Problem details -> If a line in the records below contains "arrow", copy that line.

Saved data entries

+++

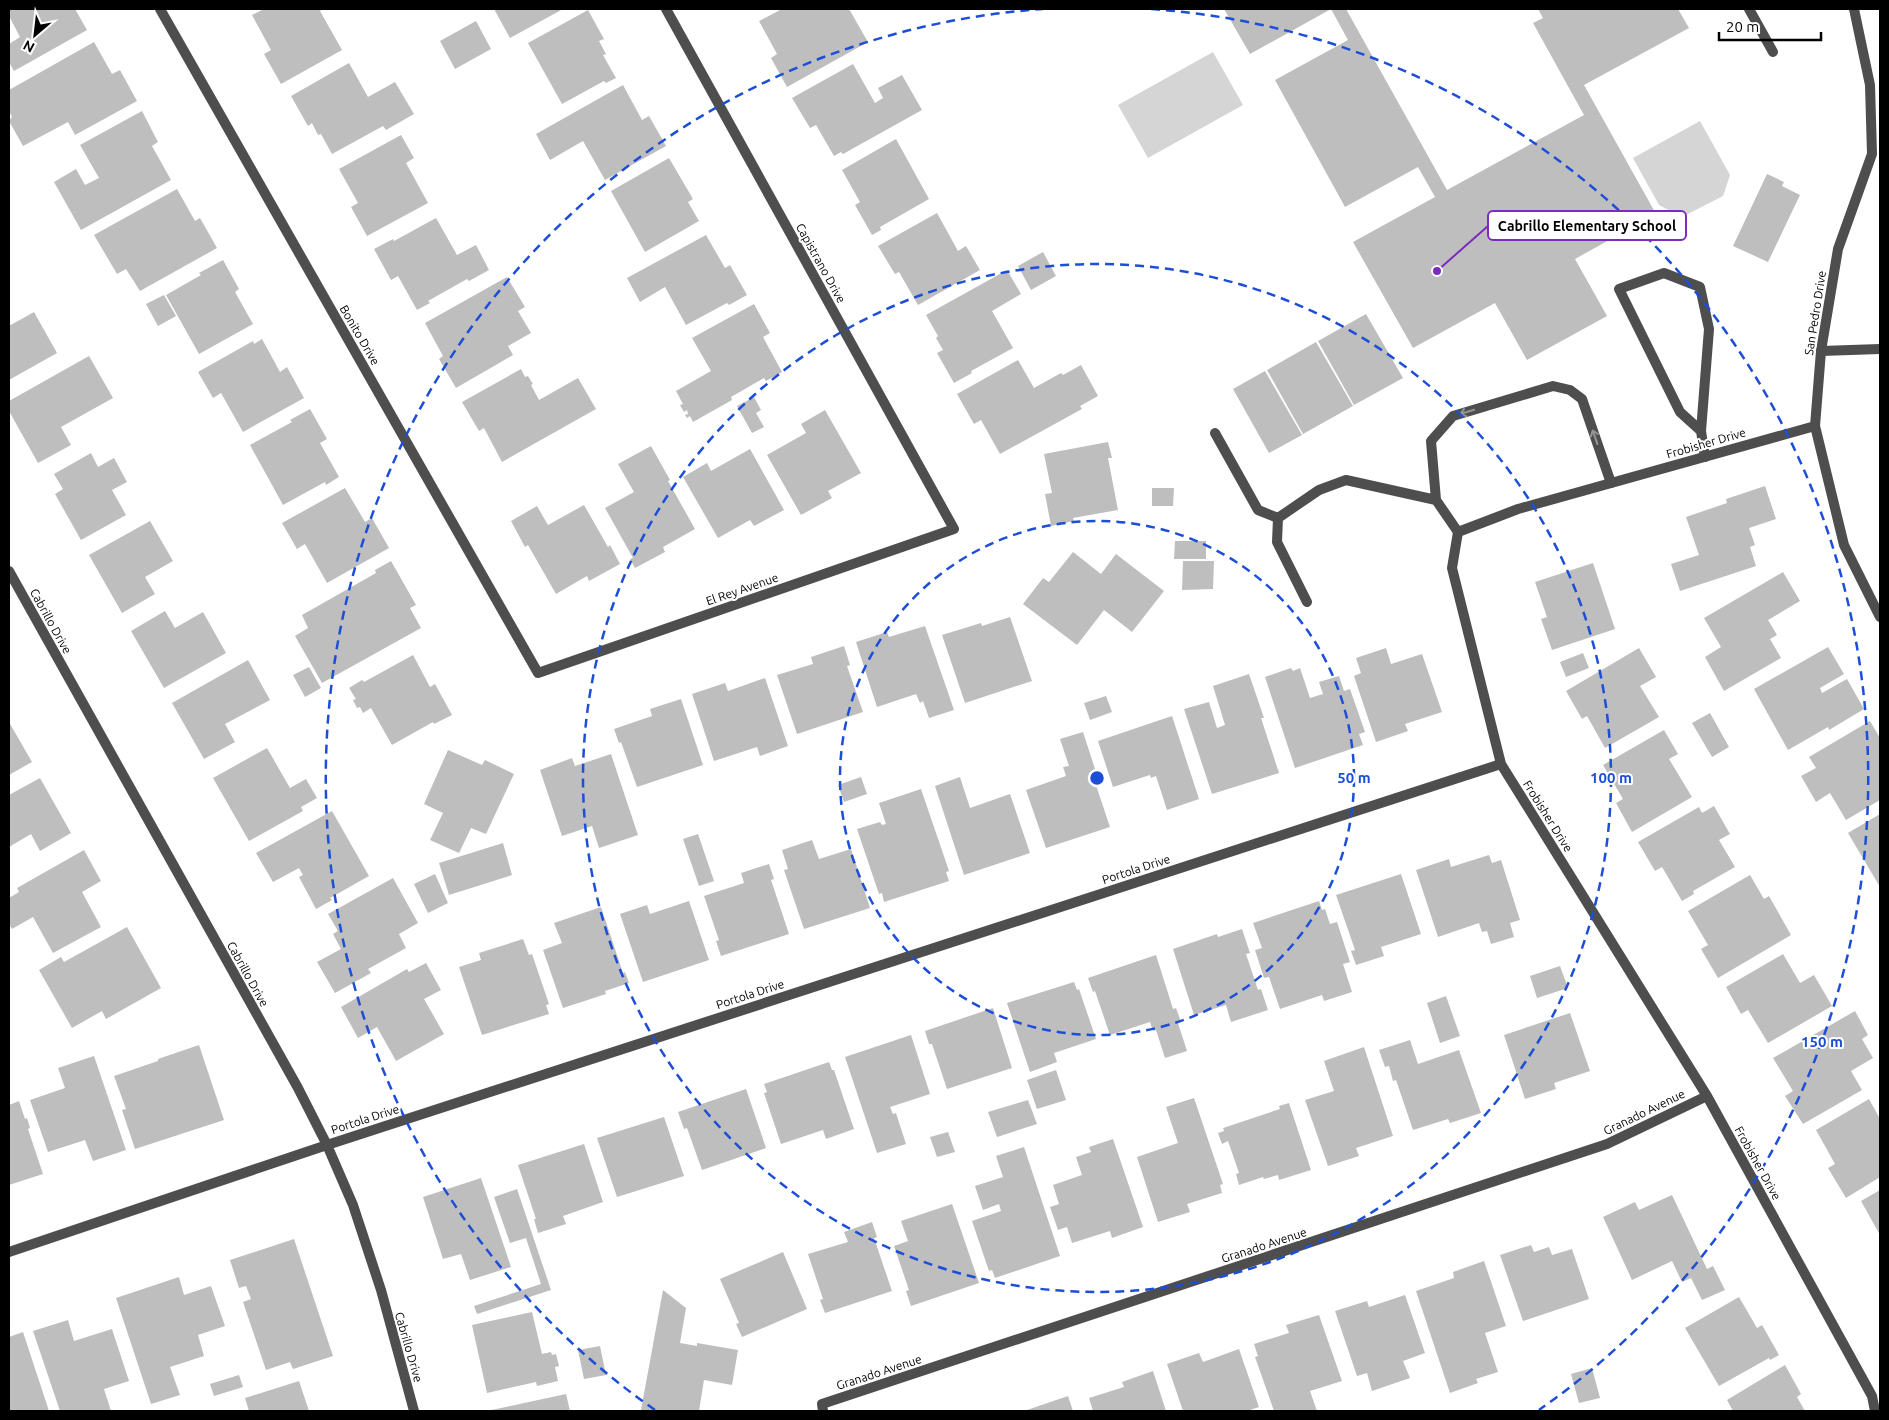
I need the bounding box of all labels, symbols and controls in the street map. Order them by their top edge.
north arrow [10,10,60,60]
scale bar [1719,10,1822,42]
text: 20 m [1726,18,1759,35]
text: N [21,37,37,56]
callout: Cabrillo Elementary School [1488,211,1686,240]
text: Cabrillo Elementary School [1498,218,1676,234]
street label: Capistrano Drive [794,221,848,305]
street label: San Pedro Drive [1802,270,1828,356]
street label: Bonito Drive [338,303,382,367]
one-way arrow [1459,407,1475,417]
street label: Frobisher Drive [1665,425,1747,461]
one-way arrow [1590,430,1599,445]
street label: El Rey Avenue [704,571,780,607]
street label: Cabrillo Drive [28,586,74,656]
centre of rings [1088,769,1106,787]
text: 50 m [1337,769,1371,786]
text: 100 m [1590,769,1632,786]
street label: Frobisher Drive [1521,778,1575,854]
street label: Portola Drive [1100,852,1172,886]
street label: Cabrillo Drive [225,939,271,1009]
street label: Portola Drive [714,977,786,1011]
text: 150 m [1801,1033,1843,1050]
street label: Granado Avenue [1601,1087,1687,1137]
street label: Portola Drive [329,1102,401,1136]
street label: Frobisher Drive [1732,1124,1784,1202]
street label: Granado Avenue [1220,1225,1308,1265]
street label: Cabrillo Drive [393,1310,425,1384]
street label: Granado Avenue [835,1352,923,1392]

+++

Output for this exercise ->
north arrow [10,10,60,60]
one-way arrow [1459,407,1475,417]
one-way arrow [1590,430,1599,445]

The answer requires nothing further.